(Data extracted from a collection)
***
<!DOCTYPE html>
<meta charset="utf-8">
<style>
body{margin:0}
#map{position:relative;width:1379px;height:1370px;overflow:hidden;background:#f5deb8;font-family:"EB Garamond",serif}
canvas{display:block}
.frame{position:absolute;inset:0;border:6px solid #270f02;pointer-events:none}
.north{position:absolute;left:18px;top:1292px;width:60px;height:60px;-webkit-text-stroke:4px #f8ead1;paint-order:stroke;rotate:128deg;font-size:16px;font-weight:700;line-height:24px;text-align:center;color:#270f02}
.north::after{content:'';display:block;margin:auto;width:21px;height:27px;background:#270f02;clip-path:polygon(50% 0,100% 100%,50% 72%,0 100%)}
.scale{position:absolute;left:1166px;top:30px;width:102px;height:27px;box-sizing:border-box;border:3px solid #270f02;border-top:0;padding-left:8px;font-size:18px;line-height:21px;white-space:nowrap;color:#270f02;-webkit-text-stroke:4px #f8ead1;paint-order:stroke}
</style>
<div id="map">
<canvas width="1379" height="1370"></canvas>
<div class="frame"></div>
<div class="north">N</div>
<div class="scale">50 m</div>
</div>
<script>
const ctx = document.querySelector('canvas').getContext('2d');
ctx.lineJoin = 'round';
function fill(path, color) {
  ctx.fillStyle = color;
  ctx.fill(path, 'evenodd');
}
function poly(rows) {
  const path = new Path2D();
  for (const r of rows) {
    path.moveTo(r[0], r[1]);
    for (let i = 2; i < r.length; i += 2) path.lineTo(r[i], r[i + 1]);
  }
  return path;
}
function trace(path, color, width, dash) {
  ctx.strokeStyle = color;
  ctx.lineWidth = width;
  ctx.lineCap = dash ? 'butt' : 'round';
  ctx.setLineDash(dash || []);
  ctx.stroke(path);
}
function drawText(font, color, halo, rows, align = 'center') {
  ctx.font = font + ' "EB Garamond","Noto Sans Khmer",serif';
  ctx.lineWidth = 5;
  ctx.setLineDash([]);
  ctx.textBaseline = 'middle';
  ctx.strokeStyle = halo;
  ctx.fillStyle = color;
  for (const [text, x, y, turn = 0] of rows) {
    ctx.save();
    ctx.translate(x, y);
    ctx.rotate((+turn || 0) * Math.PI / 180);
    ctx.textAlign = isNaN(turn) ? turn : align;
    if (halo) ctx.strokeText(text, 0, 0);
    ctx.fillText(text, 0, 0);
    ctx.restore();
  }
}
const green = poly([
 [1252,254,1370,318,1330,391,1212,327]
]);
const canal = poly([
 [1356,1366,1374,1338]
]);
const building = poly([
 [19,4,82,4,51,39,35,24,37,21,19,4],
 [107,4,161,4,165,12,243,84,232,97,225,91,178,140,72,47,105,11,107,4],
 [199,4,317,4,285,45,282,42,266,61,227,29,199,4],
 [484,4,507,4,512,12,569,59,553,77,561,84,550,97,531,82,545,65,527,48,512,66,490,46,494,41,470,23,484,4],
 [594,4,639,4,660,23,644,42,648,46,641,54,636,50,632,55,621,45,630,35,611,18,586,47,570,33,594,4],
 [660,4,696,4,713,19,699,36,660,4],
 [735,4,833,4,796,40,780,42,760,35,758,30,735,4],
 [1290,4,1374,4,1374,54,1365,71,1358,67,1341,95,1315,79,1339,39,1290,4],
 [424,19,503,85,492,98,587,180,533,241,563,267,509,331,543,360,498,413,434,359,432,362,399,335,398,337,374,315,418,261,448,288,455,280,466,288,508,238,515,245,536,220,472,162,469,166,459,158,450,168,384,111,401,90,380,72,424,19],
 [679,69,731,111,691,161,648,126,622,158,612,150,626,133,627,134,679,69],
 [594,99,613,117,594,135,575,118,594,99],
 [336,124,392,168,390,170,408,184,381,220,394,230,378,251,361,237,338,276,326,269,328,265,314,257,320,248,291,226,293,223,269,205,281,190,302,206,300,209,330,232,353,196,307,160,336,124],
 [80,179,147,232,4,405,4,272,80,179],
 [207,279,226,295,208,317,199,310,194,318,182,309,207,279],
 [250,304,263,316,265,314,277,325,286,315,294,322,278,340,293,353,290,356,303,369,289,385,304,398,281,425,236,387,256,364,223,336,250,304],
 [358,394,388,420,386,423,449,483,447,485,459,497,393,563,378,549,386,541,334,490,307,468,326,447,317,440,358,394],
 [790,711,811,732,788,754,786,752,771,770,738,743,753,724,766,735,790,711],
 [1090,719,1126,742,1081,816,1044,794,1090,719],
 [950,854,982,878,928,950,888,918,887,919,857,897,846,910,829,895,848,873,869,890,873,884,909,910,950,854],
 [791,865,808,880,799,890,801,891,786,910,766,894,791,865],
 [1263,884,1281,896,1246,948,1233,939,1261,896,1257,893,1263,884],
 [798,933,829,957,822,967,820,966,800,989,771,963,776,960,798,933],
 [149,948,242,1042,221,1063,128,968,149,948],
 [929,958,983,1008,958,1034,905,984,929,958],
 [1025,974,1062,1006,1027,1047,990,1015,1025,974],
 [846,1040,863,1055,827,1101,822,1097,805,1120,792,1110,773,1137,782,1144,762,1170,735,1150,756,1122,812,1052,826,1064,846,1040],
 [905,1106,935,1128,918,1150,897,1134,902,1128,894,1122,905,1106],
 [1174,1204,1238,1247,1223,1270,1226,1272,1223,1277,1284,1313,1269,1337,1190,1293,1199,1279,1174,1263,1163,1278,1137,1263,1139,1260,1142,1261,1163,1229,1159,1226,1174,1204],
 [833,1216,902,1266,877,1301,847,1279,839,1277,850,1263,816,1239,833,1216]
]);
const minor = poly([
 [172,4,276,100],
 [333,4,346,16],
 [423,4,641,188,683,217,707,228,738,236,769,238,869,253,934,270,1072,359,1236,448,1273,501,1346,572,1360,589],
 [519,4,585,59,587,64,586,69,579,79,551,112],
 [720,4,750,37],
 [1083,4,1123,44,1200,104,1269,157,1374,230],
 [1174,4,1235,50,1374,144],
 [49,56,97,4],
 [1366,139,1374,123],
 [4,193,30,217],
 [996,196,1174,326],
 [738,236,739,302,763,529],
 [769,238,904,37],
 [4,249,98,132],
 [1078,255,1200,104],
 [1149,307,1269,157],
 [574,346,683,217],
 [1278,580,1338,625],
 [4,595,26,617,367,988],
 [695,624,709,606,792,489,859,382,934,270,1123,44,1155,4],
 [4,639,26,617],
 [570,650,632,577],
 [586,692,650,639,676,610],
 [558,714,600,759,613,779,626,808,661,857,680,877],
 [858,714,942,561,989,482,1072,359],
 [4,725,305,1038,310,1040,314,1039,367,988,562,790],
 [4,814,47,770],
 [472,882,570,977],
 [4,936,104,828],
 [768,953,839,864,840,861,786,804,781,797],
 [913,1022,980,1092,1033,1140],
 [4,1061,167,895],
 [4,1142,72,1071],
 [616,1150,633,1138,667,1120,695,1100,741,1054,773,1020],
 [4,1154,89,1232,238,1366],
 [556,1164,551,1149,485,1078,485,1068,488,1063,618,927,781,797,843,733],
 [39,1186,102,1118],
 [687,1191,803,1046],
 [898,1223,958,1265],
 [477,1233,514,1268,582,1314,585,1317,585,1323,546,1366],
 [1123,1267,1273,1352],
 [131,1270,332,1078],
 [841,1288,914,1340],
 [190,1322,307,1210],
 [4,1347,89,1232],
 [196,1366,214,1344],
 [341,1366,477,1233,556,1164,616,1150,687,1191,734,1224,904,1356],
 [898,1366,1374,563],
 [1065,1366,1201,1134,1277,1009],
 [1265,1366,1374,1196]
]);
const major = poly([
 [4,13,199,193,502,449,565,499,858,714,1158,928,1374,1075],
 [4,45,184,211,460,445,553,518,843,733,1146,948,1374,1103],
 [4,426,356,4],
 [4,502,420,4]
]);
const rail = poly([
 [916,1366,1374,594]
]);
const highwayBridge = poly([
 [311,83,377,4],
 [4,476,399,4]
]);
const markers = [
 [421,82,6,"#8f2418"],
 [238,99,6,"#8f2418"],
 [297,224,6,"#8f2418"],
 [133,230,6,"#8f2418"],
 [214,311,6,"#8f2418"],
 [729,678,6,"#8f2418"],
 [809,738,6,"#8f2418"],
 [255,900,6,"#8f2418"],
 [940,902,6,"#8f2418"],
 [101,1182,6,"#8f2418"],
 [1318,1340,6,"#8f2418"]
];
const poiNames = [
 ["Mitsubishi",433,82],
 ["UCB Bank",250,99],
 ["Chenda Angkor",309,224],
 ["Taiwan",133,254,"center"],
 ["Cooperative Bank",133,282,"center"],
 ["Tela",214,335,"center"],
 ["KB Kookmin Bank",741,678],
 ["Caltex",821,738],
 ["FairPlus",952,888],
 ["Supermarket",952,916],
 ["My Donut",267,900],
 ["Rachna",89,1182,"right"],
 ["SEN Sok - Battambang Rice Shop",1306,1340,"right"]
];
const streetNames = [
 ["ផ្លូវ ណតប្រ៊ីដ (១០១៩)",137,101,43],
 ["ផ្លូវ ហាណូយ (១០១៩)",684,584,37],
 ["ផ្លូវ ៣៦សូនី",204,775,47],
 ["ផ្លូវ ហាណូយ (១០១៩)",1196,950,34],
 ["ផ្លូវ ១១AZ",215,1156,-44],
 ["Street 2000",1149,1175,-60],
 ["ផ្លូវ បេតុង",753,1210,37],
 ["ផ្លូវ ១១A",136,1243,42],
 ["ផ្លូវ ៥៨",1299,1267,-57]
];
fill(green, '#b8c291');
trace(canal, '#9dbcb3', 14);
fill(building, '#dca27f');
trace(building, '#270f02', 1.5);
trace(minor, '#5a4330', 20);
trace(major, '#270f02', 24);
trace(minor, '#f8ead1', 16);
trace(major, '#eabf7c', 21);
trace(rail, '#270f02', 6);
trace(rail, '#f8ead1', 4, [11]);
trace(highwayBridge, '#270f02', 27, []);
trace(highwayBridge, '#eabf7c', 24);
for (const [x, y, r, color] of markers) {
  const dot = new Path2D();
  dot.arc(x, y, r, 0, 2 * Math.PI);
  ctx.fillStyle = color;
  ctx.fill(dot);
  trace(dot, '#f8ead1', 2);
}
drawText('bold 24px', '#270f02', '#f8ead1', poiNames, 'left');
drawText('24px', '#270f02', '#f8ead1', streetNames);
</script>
***
### [What this task involves]
Write out each line above containing "strokeStyle".

### [Answer box]
  ctx.strokeStyle = color;
  ctx.strokeStyle = halo;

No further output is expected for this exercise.